On appeal, the split 9th Circuit agreed with the district court, concluding that the defendants violated the FTC Act, noting that the despite the “overwhelming evidence against them,” the defendants “made only general denials” and did not “create any genuine disputes of material fact as to their liability.” The appellate court emphasized that the misrepresentations made by the defendants were “material” and “did in fact, deceive ordinary customers.” Moreover, among other things, the appellate court held that the defendants failed to meet their burden to show that the FTC “overstated the amount of their unjust gains by including all conference-related revenue.” Specifically, the appellate court determined that conferences were “part of a single scheme of deceptive business practices,” even though the conferences were individual, discrete events. Because the marketing was “widely disseminated,” the court determined that the FTC was entitled to a rebuttable presumption that “all conference consumers were deceived.”

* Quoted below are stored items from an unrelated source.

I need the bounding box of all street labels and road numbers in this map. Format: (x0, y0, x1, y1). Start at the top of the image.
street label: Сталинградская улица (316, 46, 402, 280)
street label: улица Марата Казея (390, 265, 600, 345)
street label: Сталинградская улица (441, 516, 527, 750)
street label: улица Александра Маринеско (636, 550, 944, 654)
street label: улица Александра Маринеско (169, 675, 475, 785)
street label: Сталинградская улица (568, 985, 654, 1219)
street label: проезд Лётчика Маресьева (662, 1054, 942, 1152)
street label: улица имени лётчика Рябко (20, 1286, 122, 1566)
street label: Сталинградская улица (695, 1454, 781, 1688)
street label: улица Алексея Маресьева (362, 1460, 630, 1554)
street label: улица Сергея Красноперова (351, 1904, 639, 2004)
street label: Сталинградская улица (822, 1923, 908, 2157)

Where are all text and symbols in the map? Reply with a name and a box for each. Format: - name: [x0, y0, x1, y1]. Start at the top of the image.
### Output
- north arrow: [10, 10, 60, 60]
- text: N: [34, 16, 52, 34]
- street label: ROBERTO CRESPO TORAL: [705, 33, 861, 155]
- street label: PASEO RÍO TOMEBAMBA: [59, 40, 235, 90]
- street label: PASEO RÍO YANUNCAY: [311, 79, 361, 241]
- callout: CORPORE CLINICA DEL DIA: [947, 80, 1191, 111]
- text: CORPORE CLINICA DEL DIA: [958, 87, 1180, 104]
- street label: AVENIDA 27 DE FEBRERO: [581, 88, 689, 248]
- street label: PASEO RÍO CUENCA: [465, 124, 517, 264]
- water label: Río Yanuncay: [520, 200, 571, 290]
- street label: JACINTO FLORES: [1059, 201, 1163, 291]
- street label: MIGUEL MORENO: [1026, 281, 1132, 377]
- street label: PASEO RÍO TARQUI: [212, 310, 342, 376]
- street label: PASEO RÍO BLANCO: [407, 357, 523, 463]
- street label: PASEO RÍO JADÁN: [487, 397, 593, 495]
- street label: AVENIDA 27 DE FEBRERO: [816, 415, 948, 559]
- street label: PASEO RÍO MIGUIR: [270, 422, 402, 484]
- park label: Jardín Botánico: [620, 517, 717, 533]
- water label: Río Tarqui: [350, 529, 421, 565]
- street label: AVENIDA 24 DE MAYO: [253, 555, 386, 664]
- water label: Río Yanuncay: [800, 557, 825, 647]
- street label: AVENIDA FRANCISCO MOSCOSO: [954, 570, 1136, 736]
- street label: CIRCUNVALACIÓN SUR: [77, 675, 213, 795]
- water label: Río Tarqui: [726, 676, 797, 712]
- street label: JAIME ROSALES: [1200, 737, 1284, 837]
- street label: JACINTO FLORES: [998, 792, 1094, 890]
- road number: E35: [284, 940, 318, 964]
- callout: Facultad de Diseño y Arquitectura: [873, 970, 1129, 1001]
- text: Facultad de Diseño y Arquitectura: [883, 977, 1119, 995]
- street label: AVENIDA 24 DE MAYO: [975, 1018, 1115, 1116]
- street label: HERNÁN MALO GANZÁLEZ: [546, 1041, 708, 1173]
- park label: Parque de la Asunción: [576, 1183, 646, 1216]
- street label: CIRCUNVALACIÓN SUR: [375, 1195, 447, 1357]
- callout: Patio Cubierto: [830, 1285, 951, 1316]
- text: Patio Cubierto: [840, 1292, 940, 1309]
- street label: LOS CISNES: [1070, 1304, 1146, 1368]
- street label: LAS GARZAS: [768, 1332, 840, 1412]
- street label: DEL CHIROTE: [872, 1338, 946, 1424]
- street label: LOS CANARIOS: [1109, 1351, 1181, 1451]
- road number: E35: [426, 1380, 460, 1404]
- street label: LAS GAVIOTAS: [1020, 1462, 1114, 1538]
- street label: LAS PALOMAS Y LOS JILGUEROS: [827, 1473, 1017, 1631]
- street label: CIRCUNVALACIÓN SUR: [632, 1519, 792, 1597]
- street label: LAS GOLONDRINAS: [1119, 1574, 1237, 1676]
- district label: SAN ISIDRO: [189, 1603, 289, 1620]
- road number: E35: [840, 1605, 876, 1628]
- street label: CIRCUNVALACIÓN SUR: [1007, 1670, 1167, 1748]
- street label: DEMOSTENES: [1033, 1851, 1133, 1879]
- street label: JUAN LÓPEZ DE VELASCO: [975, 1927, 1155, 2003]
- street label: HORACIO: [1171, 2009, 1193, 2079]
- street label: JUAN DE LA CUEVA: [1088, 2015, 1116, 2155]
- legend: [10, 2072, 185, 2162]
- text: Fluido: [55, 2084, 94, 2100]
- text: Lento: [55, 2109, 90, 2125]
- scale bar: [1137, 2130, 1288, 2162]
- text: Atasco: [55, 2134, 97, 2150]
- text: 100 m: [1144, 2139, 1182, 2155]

In partial dissent, a judge asserted the FTC “did not reasonably approximate unjust gains” by including all conference-related revenue, because “the FTC’s own evidence indicates that only approximately 60% of the conferences were deceptively marketed.” Thus, according to the dissent, the case should have been remanded to the district court to determine whether the FTC can meet its initial burden.
On September 9, the U.S. Treasury Department’s Office of Foreign Assets Control (OFAC) announced two settlements totaling $583,100 with the U.S.-based subsidiary of a global financial institution for apparent violations of the Ukraine-Related Sanctions Regulations. According to OFAC, the financial institution allegedly agreed to process a funds transfer exceeding $28 million through the U.S. related to a series of purchases of fuel oil involving a property interest of an oil company in Cyprus that was previously designated by OFAC. OFAC alleged that at the time the payment was processed, the bank “had reason to know of the designated oil company’s potential interest, but did not conduct sufficient due diligence to determine whether the designated oil company’s interest in the payment had been extinguished.” The bank agreed to pay $157,500 to resolve the apparent violation.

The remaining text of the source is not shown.